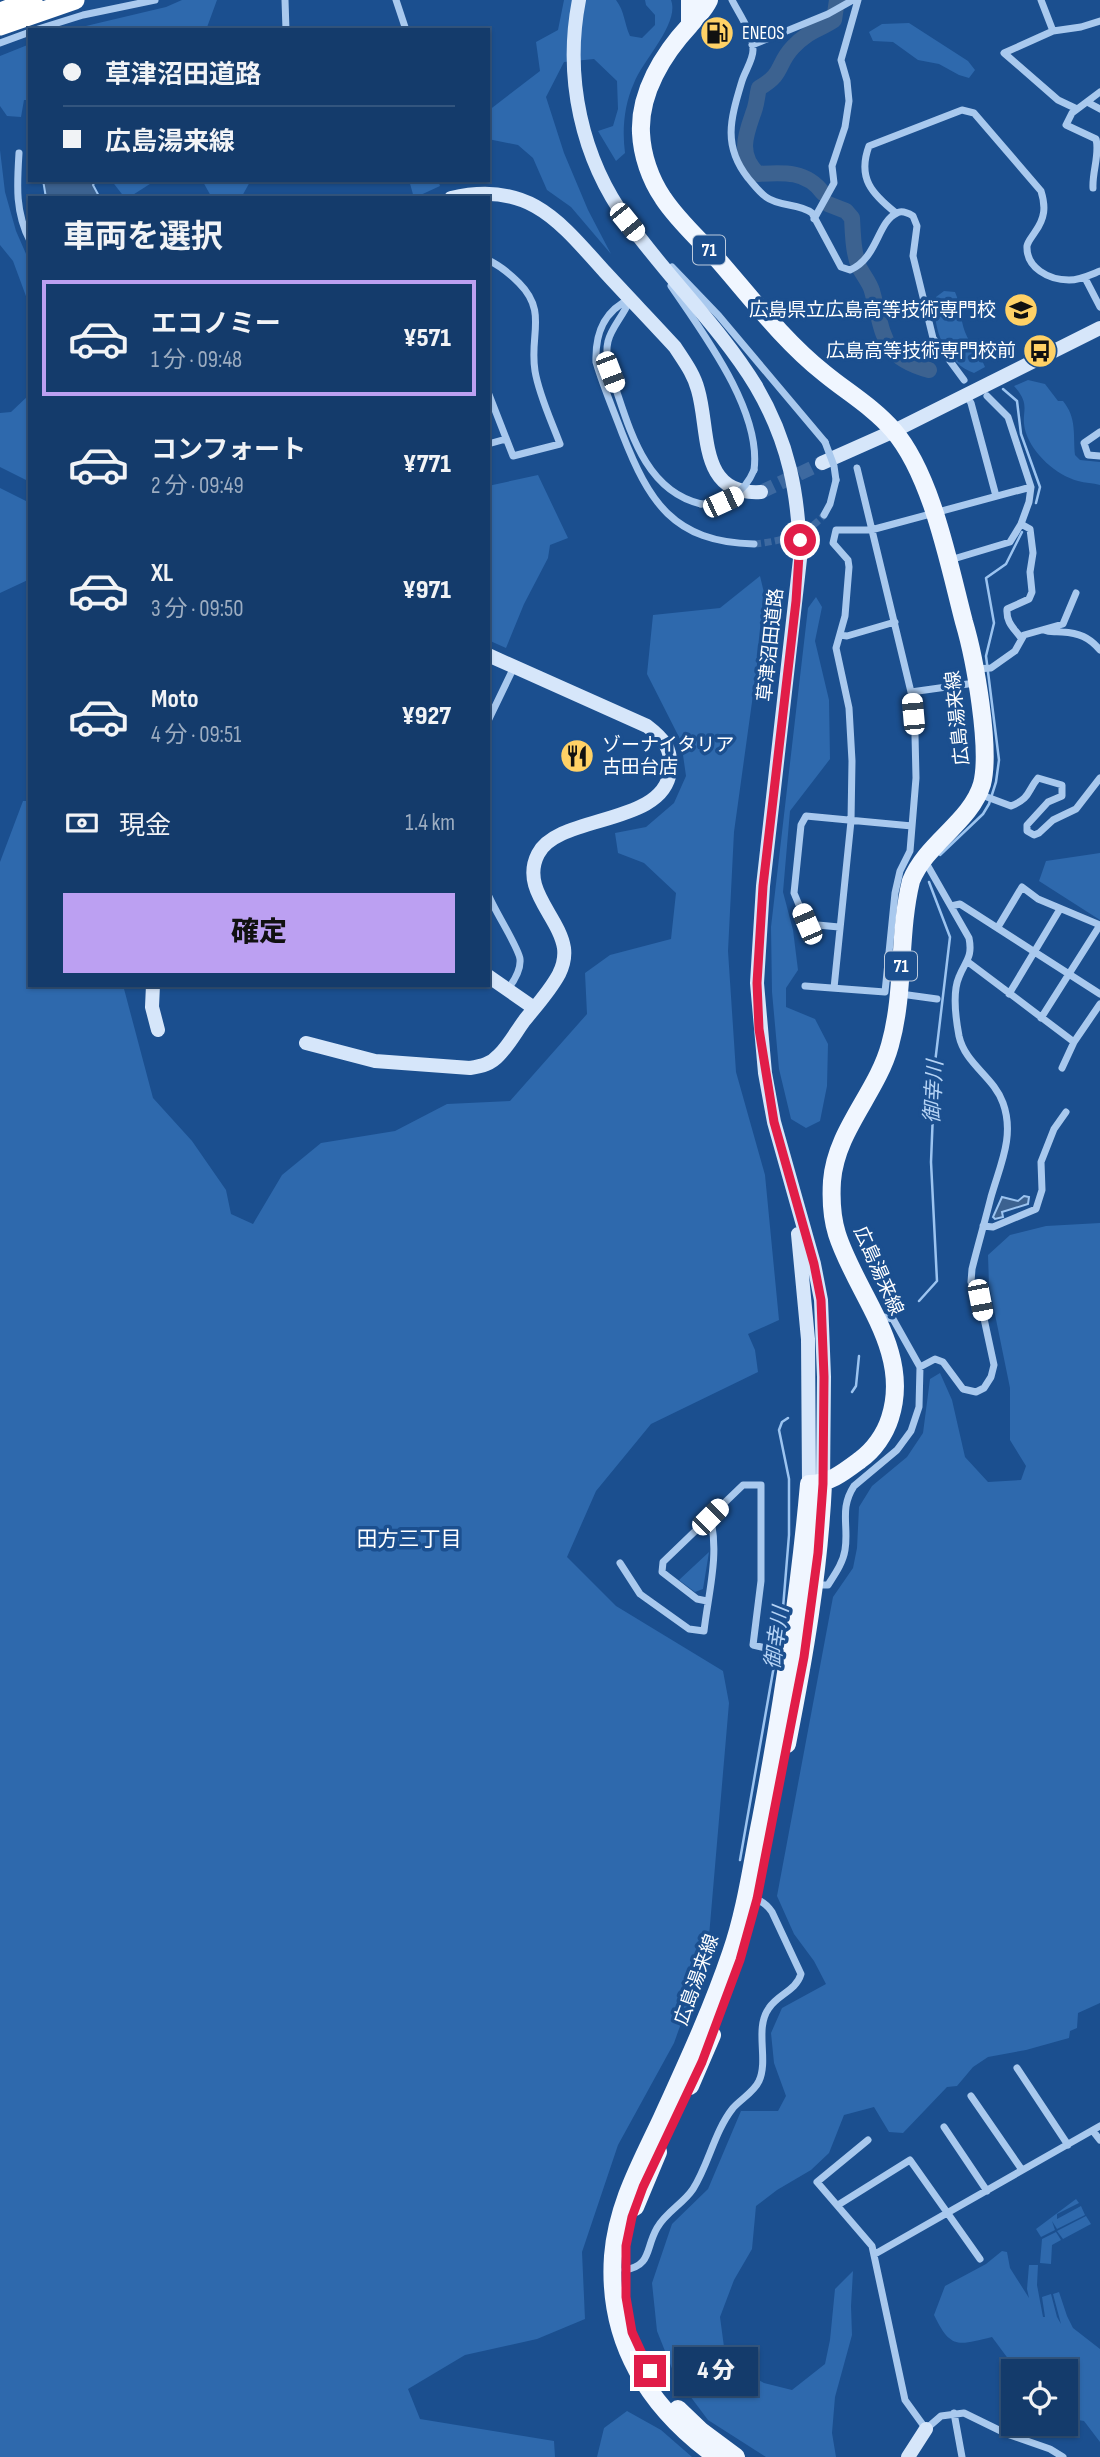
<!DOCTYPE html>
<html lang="ja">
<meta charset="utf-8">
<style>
:root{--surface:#143b6b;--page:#1d4271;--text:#f1f3f6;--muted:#9dadc1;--line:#33557e;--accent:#bca0f2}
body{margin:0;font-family:"Sofia Sans Condensed","Noto Sans JP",sans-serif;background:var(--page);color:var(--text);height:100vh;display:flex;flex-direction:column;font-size:26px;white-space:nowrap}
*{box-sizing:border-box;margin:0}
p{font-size:23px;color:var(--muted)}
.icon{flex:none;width:38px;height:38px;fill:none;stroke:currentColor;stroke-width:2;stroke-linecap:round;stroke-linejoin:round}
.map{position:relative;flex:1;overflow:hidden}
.sheet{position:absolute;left:28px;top:196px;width:462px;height:791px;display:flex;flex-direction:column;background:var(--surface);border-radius:0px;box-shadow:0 2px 5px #0004,0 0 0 2px var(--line)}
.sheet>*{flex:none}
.banner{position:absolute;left:28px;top:28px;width:462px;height:154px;border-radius:0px;box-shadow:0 2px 5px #0004,0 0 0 2px var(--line);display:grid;align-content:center;height:154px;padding:0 35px;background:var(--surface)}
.tools{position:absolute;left:1001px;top:2359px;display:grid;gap:14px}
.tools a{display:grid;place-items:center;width:77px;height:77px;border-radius:0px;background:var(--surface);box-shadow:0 2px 5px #0004,0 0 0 2px var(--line);font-size:35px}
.end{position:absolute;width:32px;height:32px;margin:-16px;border:9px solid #e11d48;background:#fff;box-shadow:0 0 0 4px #fff}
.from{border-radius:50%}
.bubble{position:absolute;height:49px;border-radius:0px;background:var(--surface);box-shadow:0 2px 5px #0004,0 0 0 2px var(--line);font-size:23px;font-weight:800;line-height:49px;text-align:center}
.car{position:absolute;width:21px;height:42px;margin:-21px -10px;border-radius:9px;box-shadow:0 0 5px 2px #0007;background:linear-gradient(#fff 24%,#345 0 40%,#fff 0 76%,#345 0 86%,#fff 0)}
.banner b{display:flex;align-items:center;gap:24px;height:66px;font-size:26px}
.banner b+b{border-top:2px solid var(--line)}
.banner i{width:18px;height:18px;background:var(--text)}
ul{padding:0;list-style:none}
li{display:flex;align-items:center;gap:21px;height:116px;margin:0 14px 10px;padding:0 21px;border:4px solid transparent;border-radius:0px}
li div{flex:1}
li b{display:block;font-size:26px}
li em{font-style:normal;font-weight:800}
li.active{border-color:var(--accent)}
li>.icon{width:63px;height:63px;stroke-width:1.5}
h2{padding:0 35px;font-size:32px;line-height:84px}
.pay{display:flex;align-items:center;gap:18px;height:77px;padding:0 35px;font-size:26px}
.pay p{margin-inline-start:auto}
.primary-button{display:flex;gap:14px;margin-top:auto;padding:14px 35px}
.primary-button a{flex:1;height:80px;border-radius:0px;background:var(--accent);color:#111;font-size:28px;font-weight:800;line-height:80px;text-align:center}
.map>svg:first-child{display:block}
</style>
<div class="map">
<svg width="1100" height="2457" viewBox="0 0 1100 2457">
<rect width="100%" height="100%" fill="#1b4f8f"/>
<path fill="#2e69ad" d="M182,0h35l-11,30h-137l97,-23z
M564,0h52c9,12 8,23 14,36l12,2 13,-13v-10l-9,-10 -1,-5h26c9,23 -28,60 -37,83 -10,22 -12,47 -9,70l-9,8 -18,-30 15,-5 5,-17 -1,-28 -23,-22 -30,3 -18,35 18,56 24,57 23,44 -40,-47 -24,-17 -14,-32 -15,-13 -30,-6v-28l52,-40 -4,-29 22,-12z
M909,23l59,38 7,9 -6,8 -10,-3 -20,-11 -21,-4 -25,-18 -20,-1 -4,-9 13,-8z
M30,44v56h-6l-3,17 -14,-1 -7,-10v-50z
M0,150l5,42 11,39 14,32v44l-17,-46 -13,-16z
M111,180h54l-12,2 -25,16h-3z
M202,180h49l-10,18h-29z
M409,180h29l2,6 -26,12z
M944,291l11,1c6,13 5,27 10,40 5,13 15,22 20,35l-11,6c-30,-11 -43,-47 -38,-76z
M1028,380l17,4 13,17h5c14,17 10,34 12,54l5,5 20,2v23c-7,-2 -15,-2 -22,-4 -22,-6 -45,-27 -52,-48 -7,-21 7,-26 -12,-47z
M30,394v88l-30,-15v-54l11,-1z
M538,475l30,63 -18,7 -2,13 -24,46 -18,44 -18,-8v-154z
M0,488l30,15v76l-30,14z
M760,576l6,25 -32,231 -6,119 8,121 29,103 14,145 -31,14 7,16 3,22 -107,52 -55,67 -29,66 49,49 107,65 6,32 -21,245 -34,95 -56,102 -36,107 3,67 -48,20 -72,16 -57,34 12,30 134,22 1,16h-555v-1595l23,-61h7v184h93l30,113 39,43 34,49 5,24 22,10 29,-49 39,-32 74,-12 52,-27 63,-3 77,-87 -2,-41 25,-18 61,-16 5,-46 -32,-30 -26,-10 -3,-20 31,-6 28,-24 12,-27 -5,-35 -34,-67 6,-59 67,-7z
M816,597l6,10 -7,34 14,59 1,59 -40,52 -7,81 10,38 5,40 -12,18v19l29,12 13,25 -1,42 -7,35 -14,7 -15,-9 -12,-50 -7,-77 -1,-65 37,-319z
M1100,853v67l-61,-39 7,-20z
M1100,1223v780l-22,10 -1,15 -7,3 -1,7 -43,12 -38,7 -15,10 -16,19 -10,1 -44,46 -14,-1 -15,-25 -30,8 -15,38 -18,17 -34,20 -21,16 -4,43 -18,31 -14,37 6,45 38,21 28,7 33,-26 5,-24 5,-51 18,-18 -2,35 1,29 -17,62 -3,36 4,24h-70l-58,-37 -33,-44 -18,-45 -5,-48 20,-59 36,-35 33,-78h37l8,-15 -12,-33 -3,-30 11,-25 44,-24 -12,-23 -20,-27 -17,-38 56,-299 20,-29 4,-20 2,-41 13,-21 35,-29 16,-24 7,-54 10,-6 12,27 13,57 23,25 33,-2 5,-14 -16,-26v-52l-21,-103 -1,-30 22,-20 36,-9z
M709,1552l-6,37 -8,3 -16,-12z
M1076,2199l3,4 -22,11v5l24,-13 4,9 -28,14 -5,-8 3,9 -14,7 -5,-8z
M1086,2216l5,8 -28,15 -6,-8z
M1056,2232l5,8 -9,5 -1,19 -11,-1 2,-24z
M1002,2251l5,1 3,16 19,30 -2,-9 2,-24h9l-1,20 6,32h2l-3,-20 9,-3 6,23 4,7 -8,-30 6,-2 8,24 6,12 27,21v93l-16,-21 -18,-3v-47h-51v-3l-23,-31c-34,8 -41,13 -58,-22l11,-29 41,-22z
M627,2411l34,19 31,27h-95l7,-29z"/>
<path fill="#3c6290" stroke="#9cc4f0" stroke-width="2" d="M43,180h53l-3,5 7,13h-54z
M1024,1196l5,1 -1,7 -26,8 1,5 -8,2 -2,-2 9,-20 16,4z"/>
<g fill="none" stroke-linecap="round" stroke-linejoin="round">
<path stroke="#9cc4f0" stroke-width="2.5" d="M1003,389l14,12 4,33 19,53 -4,16
M940,855l43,-41 6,-10 7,-22 3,-22 -13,-104 8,-33 -8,-45 20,-14 16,-32
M919,1301l18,-20 -6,-119 4,-99 15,-126 -21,-55
M852,1392l4,-6 3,-30
M740,1860l42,-240 7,-85v-56l-10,-49 3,-8 6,-4"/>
<path stroke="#3c6290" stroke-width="16" d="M823,193c-16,-22 -39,-21 -65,-19 -21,-20 -12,-40 -4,-63 3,-8 3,-16 5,-23 26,-15 17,-23 34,-41 15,-16 24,-16 41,-27l3,-20
M828,204l18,7 6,7c1,17 1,33 7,49 4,8 11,16 13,24 12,42 8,66 57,79"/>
<path stroke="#3d69a0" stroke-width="7" stroke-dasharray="7 3.5" stroke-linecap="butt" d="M754,544c27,-3 52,-8 70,-29"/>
<path stroke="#3d69a0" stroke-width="14" stroke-dasharray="14 7" stroke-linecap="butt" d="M761,492l61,-29"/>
<path stroke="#a9c9ee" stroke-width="7" d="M285,0l1,30
M396,0l10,30
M732,0c7,14 21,33 21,50 0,10 -8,21 -11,31 -11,37 -20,64 6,97 6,7 11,14 18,19 13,10 33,6 46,16l29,54 9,3c28,-12 27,-48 47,-57 5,-3 11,0 16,3l4,10 -4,30 20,82 31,42
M1041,0l12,31
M35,30l48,-15 72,-15
M0,43l30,-11
M752,45l76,-31 25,-14
M1087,102l13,7
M1077,109l-19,-9 -54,-47 49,-22 28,-4 19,-6
M19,153c-2,32 -4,59 11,88
M1093,188c-1,-16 7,-34 3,-49l-30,-14 6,-12 28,-21
M896,213c-24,-19 -39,-35 -27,-67l93,-36 12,3 67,78c5,16 4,27 -6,41 -3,5 -7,9 -8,14 -1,22 22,34 42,34 11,0 21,-5 31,-9
M814,219l20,-36 -2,-17 13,-39 4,-26 -2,-20 -6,-21 17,-60
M488,260c13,6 21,13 31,23 29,29 10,52 16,88 4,24 16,49 25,73l-47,12 -25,-64
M672,267l47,49 106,126
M1085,278l15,29
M671,286c32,47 91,125 83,184
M630,299c-26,12 -35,34 -34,63 7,24 17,47 26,71 27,69 51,109 132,111
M630,300c-14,30 -30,34 -20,72 18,49 31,118 91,132
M966,395l5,8 25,93
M1100,432l-16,11 4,12 12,1
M488,444l18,-5
M824,515l6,-11 6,-24
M950,560l60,-18 11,-18 8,-22 2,-15 -23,-70 -21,-21
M1044,630c7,3 11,1 18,2 17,1 27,5 38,18
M840,635l7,1 48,-14
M1021,638c-7,-10 -15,-15 -14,-29l22,-10 3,-7 -2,-20 3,-19 -3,-24 -9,-5
M976,669l15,-1 24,-17 9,-16 39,-11 13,-31
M911,692l64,-9
M488,721l26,-54
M979,794l32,12c20,-8 16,-15 27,-28l24,7v11l-14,6 -21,23v6l7,4 5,-2 14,-13 23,-11 24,-31
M488,894c6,16 31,54 32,65 1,10 -6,22 -12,30
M951,906l9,-2 140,90
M839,927l-32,-3 -13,-31 7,-68 5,-9 106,10
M998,927l24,-40 16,12 62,26 -59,93
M968,962l106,80
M805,986l80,6 10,-99 5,-22 10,-20 6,-73 -1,-43 -4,-43 -54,-224
M834,988l17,-167 1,-60 -3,-53 -13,-60 9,-32 4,-49 -1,-7 -15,-17 3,-13h35l160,-43
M1009,994l51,-85
M908,995l29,4
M1062,1068l12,-26 26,-38
M983,1226l10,1 43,-18 6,-19 -1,-28 13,-33 12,-17
M920,1367l15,-8 8,3 20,27 13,3 8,-4 7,-11 3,-12 -14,-65 -9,-18 1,-13c6,-24 13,-48 19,-72 9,-32 24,-61 12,-94 -9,-26 -38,-39 -44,-67 -3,-16 -7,-43 0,-59 6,-16 14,-19 10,-39l-44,-77
M620,1563l20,31 49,35 15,2c4,-36 16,-78 6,-114
M814,1585h14c7,-11 15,-22 17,-35 4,-24 -6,-41 9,-64l43,-36 14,-19 8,-24 1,-40 -27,-48 -9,-2 -6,2
M707,1601l-10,-2 -35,-27 1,-10 80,-77h18v96l-8,64 37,9
M1017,2068l51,77
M971,2096l51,74
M944,2127l43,64
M1093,2131l7,9
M868,2140l-51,42 55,64 33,154 21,29 15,-13 23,-3 43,21 43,15 13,8
M838,2205l72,-45 70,99
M875,2254l225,-128
M625,2270c27,-5 20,-21 32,-42 9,-16 26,-24 36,-39 16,-25 21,-57 40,-81 8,-9 21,-16 26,-27 10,-22 -5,-52 10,-73 9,-14 27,-17 32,-34l-29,-62c-8,-11 -14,-13 -26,-14
M954,2413l8,44"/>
<path stroke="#d6e6fa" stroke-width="14" d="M579,0c-15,77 2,158 49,222 40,56 92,105 128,164 33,56 43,109 44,173l-37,327 -6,97 8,90 9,49 40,142 7,36 3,77 -1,107
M451,198c78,-18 108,23 154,74 23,25 47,50 70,75 9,14 19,27 23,43 12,41 0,106 63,102
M822,463l72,-32 206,-103
M488,976l46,32
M153,985l-1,22 6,23
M306,1043l69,18 95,7c12,-2 21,-4 29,-13 10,-10 17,-23 25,-34 12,-15 26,-30 35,-47 4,-8 6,-18 5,-26 -5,-32 -44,-59 -26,-94 20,-40 126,-28 132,-83 2,-23 -6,-32 -23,-45l-159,-71
M798,1234l10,105 1,145
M908,2457l18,-28"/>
<path stroke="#f0f6ff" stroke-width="18" d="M709,0c-5,11 -12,16 -19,25 -27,29 -51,68 -49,108 1,22 9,46 22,65 15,23 38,43 56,63 33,38 65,80 105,112 23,19 49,34 69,57 39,45 56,135 71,192 11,37 27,127 18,162 -11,38 -56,59 -71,97 -13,53 -6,111 -21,164 -13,48 -54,85 -58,136 -1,16 0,37 5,53 19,60 75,116 53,184 -5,16 -16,32 -30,42 -16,12 -31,24 -51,24 -10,113 -27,224 -48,335 -9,44 -15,91 -30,134 -19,56 -44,110 -69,165 -21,45 -45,87 -49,138 -6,86 36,152 104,201
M690,25v-25
M787,1744c17,-86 32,-172 36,-260
M690,2086l22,-51
M635,2207l23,-55
M678,2409l23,22 35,26"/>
<path stroke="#fff" stroke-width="19" d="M0,12l33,-12
M0,26l75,-26"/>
<path stroke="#a9c9ee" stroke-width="7" d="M825,442l9,24 2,14
M701,504c25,0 43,-10 53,-34"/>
</g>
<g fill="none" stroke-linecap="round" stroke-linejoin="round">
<path stroke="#e11d48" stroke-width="9" d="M650,2371l-18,-39 -6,-35v-51l6,-29 11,-30 59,-125 38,-102 17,-61 47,-242 14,-104 5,-69 1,-107 -3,-77 -7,-36 -40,-142 -15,-93 -2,-46 6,-97 33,-285 4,-61"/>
</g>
<defs>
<g id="fuel-disc" transform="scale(1.75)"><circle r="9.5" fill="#ffd166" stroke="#1b4f8f"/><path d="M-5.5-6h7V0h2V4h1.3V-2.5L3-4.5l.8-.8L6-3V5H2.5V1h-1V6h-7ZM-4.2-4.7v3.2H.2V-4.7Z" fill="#111"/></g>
<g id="school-disc" transform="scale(1.75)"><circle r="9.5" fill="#ffd166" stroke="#1b4f8f"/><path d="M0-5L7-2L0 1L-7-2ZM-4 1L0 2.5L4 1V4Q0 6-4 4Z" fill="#111"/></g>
<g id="bus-disc" transform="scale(1.75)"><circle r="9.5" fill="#ffd166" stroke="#1b4f8f"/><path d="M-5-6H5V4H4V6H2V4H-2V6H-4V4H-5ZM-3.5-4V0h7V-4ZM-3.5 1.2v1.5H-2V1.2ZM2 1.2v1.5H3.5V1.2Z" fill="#111"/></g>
<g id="restaurant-disc" transform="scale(1.75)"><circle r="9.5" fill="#ffd166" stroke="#1b4f8f"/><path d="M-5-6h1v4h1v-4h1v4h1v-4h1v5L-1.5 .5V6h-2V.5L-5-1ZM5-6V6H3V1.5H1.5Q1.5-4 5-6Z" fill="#111"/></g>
</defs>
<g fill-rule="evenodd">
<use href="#fuel-disc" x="717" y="33"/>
<use href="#school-disc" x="1021" y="310"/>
<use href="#bus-disc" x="1040" y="351"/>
<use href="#restaurant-disc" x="577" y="756"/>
</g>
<g text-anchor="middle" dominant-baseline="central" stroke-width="7" stroke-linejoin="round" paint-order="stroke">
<g fill="#1b4f8f" stroke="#bbcadd" stroke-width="2">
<rect x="693" y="235.5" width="32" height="29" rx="5"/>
<rect x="885" y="951.5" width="32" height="29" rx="5"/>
</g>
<g font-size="18" font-weight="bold" fill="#fff">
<text x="709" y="250">71</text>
<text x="901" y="966">71</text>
</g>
<g font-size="19" fill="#fff" stroke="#1b4f8f" text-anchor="start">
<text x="742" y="33">ENEOS</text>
<text x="996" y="310" text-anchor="end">広島県立広島高等技術専門校</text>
<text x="1016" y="351" text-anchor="end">広島高等技術専門校前</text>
<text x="602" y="745">ゾーナイタリア<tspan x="602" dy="22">古田台店</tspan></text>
</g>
<g font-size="19" fill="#fff" stroke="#1b4f8f">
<text transform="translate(771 645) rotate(-84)">草津沼田道路</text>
<text transform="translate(958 718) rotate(-96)">広島湯来線</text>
<text transform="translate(878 1271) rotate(66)">広島湯来線</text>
<text transform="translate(697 1980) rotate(-70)">広島湯来線</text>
</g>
<g font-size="21" font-style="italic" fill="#b5d3f5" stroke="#1b4f8f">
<text transform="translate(934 1092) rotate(-87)">御幸川</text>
<text transform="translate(777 1638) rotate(-82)">御幸川</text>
</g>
<g font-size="21" fill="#fff" stroke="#1b4f8f">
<text x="409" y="1539">田方三丁目</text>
</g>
</g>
</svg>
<div class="tools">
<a><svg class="icon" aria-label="locate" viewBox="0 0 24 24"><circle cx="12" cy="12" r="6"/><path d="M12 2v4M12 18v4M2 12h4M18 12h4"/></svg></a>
</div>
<i class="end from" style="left:800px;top:540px"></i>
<i class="end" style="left:650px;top:2371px"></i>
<div class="bubble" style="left:674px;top:2347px;width:84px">4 分</div>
<i class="car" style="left:627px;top:222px;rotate:141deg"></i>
<i class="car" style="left:610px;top:372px;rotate:159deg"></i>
<i class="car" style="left:723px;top:502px;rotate:65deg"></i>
<i class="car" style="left:913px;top:714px;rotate:355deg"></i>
<i class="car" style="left:807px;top:924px;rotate:337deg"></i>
<i class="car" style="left:980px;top:1300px;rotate:169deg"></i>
<i class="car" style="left:710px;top:1517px;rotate:45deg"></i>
<div class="banner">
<b><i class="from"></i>草津沼田道路</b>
<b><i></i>広島湯来線</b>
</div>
<section class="sheet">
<h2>車両を選択</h2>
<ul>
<li class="active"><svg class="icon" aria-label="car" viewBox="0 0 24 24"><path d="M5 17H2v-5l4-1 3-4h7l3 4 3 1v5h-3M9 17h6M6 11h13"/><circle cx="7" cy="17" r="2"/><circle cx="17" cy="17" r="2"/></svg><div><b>エコノミー</b><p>1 分 · 09:48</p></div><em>¥571</em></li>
<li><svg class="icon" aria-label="car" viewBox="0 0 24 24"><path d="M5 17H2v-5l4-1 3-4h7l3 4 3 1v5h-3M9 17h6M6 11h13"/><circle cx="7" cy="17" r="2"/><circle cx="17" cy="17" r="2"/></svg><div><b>コンフォート</b><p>2 分 · 09:49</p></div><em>¥771</em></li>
<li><svg class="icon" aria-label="car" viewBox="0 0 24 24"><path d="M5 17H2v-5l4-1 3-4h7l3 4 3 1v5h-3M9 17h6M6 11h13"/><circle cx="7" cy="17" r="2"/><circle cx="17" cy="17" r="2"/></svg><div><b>XL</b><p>3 分 · 09:50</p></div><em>¥971</em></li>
<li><svg class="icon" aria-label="car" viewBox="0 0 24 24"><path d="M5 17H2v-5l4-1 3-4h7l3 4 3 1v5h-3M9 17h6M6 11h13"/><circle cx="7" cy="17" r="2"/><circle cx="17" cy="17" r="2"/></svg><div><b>Moto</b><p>4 分 · 09:51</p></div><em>¥927</em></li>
</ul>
<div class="pay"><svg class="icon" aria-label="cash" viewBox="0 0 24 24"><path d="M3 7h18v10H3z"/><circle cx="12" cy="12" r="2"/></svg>現金<p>1.4 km</p></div>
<div class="primary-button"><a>確定</a></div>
</section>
</div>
_ _ _ _
▶ ABOUT THIS EXERCISE
Lines that include the word "auto" are to be extracted from the data above.

▶ RESULT BELOW
.pay p{margin-inline-start:auto}
.primary-button{display:flex;gap:14px;margin-top:auto;padding:14px 35px}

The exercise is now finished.